A shortage of lorry drivers and supply-chain disruption have threatened to leave supermarket shelves empty this Christmas.
The crisis could also reverse some of the stock-market gains that have come since vaccines forced the pandemic into retreat. But does this mean your investments will suffer, too? Or is it an opportunity?
The rising cost of basic materials, plus disruption to manufacturing in Asia, has led to a supply-chain crunch.
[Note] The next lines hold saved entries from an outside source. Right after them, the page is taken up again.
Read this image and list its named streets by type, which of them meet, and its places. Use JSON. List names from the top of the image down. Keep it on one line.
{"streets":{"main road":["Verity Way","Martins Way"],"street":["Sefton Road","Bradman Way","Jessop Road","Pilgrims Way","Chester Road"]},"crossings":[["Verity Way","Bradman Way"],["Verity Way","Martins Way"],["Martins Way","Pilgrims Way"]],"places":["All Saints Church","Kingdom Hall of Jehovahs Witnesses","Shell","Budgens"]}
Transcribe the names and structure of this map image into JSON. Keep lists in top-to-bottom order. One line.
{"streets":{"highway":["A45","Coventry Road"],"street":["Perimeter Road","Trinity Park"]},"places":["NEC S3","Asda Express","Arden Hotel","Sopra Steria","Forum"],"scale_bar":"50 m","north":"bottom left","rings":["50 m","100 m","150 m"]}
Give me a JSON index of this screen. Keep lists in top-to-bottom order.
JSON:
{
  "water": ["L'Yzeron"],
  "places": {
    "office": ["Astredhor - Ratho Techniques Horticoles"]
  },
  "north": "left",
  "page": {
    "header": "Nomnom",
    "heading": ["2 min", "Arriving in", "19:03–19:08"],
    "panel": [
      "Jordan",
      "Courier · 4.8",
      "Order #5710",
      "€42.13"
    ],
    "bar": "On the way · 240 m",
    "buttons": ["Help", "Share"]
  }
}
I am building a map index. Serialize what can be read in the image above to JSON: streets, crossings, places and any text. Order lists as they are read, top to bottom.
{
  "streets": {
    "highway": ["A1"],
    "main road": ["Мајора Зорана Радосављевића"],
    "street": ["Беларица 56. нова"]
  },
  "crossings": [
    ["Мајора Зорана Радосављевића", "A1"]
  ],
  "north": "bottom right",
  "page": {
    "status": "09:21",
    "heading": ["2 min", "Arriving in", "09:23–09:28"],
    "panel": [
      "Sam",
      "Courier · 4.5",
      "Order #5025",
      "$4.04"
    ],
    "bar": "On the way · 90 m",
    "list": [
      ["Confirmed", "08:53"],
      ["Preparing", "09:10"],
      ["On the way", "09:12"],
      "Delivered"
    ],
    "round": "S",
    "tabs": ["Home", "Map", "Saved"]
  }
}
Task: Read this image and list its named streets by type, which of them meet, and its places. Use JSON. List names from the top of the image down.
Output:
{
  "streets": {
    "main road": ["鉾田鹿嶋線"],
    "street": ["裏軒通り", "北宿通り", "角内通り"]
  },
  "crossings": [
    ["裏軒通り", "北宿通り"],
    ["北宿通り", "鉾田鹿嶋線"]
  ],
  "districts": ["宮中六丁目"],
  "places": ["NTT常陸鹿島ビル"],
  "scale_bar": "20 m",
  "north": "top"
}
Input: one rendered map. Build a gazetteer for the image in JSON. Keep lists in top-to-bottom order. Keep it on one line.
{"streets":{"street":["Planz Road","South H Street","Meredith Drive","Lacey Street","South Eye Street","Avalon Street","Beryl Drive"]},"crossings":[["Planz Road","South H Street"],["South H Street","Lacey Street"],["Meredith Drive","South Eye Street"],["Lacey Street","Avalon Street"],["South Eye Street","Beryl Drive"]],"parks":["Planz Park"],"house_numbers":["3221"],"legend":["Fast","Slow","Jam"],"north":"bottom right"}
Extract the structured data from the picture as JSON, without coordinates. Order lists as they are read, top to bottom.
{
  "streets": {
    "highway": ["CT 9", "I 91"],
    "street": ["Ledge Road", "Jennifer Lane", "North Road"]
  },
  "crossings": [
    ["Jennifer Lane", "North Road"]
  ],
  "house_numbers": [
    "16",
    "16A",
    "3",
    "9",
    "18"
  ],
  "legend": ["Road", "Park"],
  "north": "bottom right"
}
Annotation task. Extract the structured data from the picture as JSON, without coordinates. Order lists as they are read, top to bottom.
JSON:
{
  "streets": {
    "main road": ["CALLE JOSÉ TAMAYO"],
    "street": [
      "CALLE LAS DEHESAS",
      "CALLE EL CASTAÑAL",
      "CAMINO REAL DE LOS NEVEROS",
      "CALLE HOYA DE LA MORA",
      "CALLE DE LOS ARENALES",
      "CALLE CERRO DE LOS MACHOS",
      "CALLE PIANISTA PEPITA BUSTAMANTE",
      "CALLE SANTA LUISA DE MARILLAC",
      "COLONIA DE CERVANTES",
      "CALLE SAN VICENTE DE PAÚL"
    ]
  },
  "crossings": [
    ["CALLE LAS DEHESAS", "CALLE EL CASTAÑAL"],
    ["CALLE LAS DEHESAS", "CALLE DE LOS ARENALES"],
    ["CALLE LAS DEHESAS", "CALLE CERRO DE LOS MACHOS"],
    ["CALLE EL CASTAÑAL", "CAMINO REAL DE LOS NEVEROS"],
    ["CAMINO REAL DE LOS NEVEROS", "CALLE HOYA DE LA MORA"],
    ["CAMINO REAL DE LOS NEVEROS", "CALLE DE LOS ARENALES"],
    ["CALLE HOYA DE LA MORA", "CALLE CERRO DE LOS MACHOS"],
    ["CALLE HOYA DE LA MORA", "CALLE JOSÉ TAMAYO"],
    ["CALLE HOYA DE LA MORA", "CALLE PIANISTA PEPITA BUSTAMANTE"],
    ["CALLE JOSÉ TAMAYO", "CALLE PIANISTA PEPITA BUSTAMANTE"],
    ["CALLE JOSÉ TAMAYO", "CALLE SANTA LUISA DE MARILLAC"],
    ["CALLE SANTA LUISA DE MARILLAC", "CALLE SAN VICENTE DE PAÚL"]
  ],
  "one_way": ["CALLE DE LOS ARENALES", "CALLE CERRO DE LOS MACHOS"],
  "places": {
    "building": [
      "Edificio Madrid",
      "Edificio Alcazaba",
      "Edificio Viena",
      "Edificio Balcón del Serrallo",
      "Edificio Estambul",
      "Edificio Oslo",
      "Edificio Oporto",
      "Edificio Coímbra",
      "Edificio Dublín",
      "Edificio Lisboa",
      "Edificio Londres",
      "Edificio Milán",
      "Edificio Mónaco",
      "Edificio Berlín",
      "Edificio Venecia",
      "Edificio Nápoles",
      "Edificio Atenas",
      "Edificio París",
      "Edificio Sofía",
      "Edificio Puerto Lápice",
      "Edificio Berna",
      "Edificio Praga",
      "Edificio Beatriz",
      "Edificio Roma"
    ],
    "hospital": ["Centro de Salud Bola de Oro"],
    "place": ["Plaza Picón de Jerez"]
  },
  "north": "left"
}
This is compounded in Britain, where companies also face staff shortages.
Off the shelf: Shortages are a common sight in supermarkets at the moment
Last week, bosses at Tesco and Iceland warned the shortage of HGV lorry drivers could lead to empty shelves this winter. And High Street names from McDonald’s and Greggs to Costa and Nando’s have been hit by food shortages.
The panic hasn’t been enough to dent the FTSE yet — with Greggs up 8pc on last month, and the FTSE 250 hitting a record high last week. However, forecasters such as the Centre for Economic and Business Research, predict supply chain disruption could see global economic growth fall by 1pc.
Given the dramatic events of the past 18 months, it’s no surprise markets remain volatile. At their most basic, they are about balancing supply and demand — with prices rising when demand increases. Last year, for the first time in history, policy-makers constrained supply by shutting down much of their economies.
And as lockdowns lifted, U.S. central bankers printed trillions of dollars to stimulate global demand. This brought a short-term economic boom, as more cash chased fewer goods. This caused disruption in stock markets, including among major FTSE companies. Rising building materials prices, for example, saw shares in housebuilders fall. Barratt, Taylor Wimpey and Persimmon have dropped 5pc, 8pc and 10pc since April.
In the labour market, the distorting effect of furlough (plus July’s ‘pingdemic’) have left firms short-staffed. The Bank of England is relaxed about these inflationary trends, predicting that costs will return to normal as the economy settles. It’s slightly different when it comes to the shortage of lorry drivers, which some experts fear will cause longer-term ripples.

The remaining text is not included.